TASK BRIEF
Find every line in the records that holds the string "tertiary". Copy each one.

THE DATA

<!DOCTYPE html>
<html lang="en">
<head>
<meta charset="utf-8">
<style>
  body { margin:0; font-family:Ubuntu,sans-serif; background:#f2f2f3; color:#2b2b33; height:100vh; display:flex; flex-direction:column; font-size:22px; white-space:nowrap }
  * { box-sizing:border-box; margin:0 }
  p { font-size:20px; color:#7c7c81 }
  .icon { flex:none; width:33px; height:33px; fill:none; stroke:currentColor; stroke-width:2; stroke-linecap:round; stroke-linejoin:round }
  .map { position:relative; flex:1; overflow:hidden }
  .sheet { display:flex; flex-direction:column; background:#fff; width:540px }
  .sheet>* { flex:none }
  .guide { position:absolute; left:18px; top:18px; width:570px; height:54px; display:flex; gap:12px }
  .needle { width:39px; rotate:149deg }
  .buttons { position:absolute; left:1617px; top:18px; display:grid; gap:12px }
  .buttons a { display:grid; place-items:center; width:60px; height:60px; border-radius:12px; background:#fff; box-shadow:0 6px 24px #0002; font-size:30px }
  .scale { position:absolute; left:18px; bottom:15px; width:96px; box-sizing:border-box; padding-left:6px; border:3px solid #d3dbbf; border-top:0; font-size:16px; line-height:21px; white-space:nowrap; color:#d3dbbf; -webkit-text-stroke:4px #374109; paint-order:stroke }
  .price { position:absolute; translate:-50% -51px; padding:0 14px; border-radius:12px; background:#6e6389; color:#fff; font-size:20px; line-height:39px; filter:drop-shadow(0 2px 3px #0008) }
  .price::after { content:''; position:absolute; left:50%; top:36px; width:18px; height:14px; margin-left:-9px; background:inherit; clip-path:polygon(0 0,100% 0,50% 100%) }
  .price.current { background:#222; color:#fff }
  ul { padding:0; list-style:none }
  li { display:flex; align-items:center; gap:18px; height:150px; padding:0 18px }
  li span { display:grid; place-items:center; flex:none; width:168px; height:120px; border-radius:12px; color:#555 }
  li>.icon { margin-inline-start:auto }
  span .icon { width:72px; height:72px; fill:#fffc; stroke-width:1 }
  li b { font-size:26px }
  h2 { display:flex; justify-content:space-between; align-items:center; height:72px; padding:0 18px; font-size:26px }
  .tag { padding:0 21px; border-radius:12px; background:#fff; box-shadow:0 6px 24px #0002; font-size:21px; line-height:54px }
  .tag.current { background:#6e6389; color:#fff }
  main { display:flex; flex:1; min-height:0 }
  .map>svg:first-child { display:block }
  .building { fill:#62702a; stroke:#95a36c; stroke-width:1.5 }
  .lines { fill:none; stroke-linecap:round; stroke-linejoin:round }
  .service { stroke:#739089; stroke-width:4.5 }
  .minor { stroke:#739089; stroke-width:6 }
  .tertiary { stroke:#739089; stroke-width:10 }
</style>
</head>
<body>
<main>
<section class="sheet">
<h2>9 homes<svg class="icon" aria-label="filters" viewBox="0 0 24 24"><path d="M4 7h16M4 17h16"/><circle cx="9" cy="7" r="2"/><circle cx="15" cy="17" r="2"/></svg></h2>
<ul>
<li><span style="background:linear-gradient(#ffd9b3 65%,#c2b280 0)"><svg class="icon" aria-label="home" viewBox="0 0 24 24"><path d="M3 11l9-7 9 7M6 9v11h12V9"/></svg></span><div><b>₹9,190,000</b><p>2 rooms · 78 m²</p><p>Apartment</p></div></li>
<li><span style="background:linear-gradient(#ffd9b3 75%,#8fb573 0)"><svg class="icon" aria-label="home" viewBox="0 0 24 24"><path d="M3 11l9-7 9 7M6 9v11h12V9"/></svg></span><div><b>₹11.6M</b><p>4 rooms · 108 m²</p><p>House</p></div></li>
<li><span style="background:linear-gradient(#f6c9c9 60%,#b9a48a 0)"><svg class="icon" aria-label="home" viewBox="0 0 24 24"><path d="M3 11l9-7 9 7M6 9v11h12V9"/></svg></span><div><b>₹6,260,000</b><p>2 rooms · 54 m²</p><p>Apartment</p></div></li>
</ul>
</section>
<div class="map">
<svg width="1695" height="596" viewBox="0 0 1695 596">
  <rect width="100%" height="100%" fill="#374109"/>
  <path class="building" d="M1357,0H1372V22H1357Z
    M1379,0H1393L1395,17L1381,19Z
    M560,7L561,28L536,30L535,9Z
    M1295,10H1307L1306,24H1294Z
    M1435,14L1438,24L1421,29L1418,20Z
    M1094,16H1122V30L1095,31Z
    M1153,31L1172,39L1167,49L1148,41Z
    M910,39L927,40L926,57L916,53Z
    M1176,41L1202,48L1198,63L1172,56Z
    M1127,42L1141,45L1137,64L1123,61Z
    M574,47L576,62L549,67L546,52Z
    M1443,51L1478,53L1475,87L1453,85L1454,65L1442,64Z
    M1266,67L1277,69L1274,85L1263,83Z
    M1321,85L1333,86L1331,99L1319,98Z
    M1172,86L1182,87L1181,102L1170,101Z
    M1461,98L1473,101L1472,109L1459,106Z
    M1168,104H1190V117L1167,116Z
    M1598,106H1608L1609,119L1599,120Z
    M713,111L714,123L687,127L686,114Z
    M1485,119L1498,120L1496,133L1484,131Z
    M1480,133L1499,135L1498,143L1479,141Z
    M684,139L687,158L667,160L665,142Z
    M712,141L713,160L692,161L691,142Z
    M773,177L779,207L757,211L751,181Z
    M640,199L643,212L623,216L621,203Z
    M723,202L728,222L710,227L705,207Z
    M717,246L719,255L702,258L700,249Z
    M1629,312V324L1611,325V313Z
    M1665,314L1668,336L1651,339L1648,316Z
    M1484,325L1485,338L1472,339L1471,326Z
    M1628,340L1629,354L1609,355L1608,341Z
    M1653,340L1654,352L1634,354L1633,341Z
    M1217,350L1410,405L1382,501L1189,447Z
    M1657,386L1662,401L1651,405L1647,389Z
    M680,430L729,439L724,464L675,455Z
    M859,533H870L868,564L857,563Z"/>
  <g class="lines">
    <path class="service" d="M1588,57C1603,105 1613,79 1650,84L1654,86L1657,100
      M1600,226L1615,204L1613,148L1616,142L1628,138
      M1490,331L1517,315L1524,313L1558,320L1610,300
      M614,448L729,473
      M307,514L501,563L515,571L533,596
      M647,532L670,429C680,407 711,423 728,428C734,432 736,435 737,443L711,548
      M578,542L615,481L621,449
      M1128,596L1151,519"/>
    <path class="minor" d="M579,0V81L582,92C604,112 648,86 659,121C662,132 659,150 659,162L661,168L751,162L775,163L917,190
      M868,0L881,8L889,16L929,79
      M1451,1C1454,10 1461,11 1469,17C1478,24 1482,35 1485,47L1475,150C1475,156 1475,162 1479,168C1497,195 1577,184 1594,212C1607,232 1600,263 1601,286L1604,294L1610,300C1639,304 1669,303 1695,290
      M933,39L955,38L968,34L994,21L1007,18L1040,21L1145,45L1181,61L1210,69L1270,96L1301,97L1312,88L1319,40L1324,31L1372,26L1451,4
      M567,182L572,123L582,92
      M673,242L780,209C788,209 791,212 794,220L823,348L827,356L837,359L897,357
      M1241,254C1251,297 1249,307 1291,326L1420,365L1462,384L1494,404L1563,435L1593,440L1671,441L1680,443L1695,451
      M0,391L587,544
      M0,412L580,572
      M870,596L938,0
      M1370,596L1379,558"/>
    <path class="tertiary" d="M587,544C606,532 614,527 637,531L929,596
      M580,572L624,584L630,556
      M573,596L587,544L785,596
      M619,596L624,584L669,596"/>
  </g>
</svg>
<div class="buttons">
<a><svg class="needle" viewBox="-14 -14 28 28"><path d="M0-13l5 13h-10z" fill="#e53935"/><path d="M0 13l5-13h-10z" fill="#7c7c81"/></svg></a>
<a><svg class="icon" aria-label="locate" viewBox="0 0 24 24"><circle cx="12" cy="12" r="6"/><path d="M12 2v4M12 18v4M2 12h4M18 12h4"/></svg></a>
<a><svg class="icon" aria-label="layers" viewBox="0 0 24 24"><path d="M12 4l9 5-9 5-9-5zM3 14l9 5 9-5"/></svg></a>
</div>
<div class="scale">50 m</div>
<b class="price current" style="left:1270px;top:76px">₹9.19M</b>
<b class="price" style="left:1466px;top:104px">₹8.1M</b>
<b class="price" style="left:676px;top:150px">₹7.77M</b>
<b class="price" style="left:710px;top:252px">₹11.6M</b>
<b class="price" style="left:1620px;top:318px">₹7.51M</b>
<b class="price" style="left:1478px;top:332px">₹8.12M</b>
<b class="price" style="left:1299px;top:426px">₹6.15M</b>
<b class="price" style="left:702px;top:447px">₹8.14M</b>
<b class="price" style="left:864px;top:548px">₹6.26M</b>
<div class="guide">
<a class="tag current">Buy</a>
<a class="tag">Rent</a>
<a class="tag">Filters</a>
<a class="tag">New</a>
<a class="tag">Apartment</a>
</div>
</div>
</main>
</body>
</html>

SOLUTION FOR THIS TASK
  .tertiary { stroke:#739089; stroke-width:10 }
    <path class="tertiary" d="M587,544C606,532 614,527 637,531L929,596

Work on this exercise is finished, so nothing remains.